The tourism fund, which is in charge of the rail project that will link locations in five southeastern states, also wants another six hectares of Bacalar ejido land for the construction of a Maya Train station in the southern Quintana Roo town.
Ejido commissioner Luis Chimal Balam said that negotiations between Fonatur chief Rogelio Jiménez Pons and communal landowners have gone nowhere since the last meeting more than a month ago.
The ejido assembly has been clear that it will not authorize the use of such a large parcel of land without being certain that the community will be adequately compensated.
“They want to do business with our land but it’s not clear how we will benefit,” Chimal said. “They talk about being partners but they haven’t shown us a concrete proposal.”
He also said there is no formal agreement with Fonatur for the land where construction of the station is proposed although the landowners are willing to provide the six hectares.
“The last thing was that the assembly asked Rogelio Jiménez to show where the station will be, where the land they need is. We showed him three places, he liked one and said they were going to do studies to present to the assembly, but he later said that they want 1,000 hectares next to it . . .” Chimal said.
“Rogelio Jiménez came to me twice to tell me that they’ve planned a population center next to the station but my people also need resources . . .” he added.
Jiménez confirmed in an interview with the newspaper El Economista that Fonatur wants the large piece of land for a real estate project but stressed that the government would not expropriate the land.

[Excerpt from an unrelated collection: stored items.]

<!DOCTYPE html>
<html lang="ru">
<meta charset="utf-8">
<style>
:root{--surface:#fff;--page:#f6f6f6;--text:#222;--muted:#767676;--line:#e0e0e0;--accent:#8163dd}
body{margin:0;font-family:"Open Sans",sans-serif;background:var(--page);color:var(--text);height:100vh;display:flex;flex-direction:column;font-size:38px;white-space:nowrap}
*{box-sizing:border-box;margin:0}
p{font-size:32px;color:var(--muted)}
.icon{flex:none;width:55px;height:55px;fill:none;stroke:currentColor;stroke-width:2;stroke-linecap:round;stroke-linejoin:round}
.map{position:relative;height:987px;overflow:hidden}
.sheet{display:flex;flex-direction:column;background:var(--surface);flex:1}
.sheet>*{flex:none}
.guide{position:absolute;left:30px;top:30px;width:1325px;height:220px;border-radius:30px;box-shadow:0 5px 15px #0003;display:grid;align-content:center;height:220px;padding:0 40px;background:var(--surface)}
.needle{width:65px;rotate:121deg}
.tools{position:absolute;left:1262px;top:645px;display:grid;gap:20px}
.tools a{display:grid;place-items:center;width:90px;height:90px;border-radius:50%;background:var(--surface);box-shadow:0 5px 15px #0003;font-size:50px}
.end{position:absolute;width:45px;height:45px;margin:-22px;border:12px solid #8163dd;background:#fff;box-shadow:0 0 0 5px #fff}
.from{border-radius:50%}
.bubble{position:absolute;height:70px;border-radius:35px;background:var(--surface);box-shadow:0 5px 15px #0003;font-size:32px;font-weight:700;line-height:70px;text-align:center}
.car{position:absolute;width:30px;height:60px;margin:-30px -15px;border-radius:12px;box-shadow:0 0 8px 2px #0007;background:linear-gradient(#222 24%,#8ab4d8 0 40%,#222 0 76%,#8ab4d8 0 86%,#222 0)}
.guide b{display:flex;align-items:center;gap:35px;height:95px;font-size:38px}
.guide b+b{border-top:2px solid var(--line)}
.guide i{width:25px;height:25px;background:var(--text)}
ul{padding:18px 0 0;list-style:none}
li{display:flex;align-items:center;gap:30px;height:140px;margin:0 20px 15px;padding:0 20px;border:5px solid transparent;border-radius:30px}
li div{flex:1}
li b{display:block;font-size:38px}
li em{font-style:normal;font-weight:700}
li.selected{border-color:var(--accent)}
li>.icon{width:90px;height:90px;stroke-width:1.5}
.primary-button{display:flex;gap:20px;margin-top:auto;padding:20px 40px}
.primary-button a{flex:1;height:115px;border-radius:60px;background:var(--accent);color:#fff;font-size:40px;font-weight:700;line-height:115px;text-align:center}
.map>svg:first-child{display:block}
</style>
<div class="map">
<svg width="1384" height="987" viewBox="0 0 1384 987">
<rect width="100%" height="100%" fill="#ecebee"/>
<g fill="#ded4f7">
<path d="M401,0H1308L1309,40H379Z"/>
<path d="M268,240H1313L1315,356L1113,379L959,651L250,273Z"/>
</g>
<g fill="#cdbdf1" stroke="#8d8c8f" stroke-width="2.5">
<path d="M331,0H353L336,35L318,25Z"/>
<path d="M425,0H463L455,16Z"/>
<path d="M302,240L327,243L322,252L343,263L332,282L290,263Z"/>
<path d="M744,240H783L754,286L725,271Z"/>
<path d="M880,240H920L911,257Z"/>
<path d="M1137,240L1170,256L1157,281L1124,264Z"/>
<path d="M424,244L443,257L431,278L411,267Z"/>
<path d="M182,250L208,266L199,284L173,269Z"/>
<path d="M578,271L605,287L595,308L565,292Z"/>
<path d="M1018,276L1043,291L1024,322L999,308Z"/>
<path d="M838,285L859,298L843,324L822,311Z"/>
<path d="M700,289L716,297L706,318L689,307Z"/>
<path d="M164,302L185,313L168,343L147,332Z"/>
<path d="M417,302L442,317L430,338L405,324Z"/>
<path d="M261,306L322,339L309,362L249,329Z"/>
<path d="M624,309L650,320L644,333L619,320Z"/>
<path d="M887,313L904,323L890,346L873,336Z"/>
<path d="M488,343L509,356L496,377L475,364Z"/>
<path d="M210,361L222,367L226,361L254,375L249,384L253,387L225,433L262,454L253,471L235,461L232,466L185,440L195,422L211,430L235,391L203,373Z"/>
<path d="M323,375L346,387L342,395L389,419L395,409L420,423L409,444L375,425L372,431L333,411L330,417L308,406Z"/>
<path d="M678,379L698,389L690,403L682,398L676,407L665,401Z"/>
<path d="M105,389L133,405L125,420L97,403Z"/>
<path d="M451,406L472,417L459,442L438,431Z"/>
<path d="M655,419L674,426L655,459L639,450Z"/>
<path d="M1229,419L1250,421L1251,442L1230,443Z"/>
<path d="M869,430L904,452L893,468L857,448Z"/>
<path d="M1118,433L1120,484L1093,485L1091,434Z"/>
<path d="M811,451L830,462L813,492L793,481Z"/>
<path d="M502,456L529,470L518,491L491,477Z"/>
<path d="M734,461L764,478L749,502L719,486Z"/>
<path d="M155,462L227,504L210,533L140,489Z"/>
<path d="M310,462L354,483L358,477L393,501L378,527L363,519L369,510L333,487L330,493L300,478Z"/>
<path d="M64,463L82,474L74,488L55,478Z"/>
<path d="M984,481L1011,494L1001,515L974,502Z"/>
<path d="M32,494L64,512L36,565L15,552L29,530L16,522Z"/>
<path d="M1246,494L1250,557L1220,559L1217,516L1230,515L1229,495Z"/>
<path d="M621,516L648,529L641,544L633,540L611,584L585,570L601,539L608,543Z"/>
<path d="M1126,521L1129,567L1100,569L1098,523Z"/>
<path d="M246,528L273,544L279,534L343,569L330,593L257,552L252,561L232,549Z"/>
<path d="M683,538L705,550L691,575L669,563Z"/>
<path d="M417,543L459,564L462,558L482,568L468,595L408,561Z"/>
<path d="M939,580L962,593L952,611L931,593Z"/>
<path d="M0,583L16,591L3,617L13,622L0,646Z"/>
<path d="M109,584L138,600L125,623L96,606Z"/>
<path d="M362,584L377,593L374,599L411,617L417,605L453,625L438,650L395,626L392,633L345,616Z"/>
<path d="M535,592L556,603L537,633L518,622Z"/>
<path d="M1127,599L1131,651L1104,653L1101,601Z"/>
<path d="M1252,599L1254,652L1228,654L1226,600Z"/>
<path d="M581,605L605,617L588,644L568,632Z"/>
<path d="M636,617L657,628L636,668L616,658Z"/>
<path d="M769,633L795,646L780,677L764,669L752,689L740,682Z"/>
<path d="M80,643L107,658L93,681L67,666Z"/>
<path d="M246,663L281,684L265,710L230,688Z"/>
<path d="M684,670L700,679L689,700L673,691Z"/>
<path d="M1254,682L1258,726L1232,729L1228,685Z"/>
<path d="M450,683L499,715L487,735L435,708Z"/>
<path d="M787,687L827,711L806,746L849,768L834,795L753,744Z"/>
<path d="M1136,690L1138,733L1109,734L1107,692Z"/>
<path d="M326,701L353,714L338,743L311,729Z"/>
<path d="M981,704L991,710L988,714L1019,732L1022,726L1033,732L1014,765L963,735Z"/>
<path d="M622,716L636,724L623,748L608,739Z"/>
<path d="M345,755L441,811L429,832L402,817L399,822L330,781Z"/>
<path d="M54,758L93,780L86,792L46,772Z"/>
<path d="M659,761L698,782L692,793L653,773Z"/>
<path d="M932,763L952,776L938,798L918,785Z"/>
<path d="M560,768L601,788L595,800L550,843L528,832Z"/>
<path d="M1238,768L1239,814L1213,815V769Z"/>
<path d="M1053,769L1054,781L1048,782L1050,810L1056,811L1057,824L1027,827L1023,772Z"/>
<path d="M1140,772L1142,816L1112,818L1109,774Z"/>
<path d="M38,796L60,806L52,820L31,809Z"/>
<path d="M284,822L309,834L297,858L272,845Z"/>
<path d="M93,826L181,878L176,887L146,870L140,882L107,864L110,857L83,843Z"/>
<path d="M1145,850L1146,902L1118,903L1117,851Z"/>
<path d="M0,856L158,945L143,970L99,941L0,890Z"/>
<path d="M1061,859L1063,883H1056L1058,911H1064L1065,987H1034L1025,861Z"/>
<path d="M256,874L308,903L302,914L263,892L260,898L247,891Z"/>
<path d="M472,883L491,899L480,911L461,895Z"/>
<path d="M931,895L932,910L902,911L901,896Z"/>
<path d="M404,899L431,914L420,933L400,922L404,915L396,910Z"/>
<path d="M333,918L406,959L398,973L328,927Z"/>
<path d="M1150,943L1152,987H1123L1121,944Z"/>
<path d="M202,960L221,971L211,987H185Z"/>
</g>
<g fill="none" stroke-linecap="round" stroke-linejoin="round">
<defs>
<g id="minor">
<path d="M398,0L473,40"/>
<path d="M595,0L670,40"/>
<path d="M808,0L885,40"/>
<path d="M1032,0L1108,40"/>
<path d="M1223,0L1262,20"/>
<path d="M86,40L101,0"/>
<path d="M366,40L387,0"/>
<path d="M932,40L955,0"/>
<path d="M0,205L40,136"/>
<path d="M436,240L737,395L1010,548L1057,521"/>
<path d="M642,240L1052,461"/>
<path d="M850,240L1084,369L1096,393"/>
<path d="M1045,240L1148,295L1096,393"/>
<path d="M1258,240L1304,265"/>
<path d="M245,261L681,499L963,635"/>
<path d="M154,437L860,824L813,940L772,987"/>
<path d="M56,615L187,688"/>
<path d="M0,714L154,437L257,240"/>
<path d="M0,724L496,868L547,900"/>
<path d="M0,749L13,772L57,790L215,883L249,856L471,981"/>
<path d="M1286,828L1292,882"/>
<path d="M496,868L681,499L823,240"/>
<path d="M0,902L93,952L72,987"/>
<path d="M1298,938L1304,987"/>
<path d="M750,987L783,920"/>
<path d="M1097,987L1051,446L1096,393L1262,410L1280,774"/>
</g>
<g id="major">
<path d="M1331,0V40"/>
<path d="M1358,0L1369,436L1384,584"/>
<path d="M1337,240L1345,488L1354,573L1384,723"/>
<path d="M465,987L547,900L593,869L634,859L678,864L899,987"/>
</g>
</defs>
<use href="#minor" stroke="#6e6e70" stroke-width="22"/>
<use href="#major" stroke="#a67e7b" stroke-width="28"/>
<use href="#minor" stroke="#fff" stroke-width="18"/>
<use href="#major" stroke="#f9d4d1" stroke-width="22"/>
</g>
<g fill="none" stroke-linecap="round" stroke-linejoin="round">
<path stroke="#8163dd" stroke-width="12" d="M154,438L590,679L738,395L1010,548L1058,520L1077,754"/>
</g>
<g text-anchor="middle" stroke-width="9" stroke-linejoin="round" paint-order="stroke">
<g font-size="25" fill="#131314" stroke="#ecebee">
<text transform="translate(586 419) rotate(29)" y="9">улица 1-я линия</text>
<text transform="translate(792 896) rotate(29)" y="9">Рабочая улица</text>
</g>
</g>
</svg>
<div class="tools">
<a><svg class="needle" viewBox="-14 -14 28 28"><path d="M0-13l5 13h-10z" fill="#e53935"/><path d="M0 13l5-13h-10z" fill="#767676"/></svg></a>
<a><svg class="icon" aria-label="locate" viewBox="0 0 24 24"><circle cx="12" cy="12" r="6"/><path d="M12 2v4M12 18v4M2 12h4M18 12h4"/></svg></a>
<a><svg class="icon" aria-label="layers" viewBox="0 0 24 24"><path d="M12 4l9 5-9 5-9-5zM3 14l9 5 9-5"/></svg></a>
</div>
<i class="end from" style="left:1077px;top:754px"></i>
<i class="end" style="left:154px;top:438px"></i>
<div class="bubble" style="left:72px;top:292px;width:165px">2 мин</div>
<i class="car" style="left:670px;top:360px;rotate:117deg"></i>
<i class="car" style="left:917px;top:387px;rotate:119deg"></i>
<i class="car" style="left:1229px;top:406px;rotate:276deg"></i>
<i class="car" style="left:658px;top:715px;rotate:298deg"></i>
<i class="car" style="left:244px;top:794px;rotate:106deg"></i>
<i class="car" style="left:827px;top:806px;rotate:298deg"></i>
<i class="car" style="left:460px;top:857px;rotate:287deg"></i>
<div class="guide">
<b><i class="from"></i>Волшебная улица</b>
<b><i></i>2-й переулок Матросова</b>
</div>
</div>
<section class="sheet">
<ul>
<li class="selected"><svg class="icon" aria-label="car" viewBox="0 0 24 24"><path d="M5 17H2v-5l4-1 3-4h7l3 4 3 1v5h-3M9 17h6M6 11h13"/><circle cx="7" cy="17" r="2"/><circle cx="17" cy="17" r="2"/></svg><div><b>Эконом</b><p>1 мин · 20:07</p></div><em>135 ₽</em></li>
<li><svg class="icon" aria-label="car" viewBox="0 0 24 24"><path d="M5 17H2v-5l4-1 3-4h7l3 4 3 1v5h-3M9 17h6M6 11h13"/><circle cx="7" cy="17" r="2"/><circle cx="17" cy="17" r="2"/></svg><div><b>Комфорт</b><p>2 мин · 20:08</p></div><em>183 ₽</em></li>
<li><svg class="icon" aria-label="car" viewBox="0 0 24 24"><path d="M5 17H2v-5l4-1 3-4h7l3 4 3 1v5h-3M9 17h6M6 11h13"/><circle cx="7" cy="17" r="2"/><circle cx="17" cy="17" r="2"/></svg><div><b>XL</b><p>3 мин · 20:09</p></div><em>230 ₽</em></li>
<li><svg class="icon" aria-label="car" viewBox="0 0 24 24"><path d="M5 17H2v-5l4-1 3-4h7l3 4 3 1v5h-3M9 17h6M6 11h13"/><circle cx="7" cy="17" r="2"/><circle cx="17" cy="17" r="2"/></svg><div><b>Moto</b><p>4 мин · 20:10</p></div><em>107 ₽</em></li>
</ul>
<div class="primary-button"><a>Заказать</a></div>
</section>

He said the communal landowners will have the opportunity to partner with Fonatur and rent the land to the real estate investors. Fonatur will provide its expertise in attracting investment for the project, Jiménez said.
The tourism fund chief said in May that the Maya Train project will trigger real estate investment of at least 150 billion pesos (US $7.9 billion).
Real estate prices have already begun to soar in southern Quintana Roo as investors seek to secure land near the proposed route of the railroad.
The almost 1,500-kilometer-long railroad, which is scheduled to begin operations in 2023, will run through five states: Chiapas, Tabasco, Yucatán, Quintana Roo and Campeche.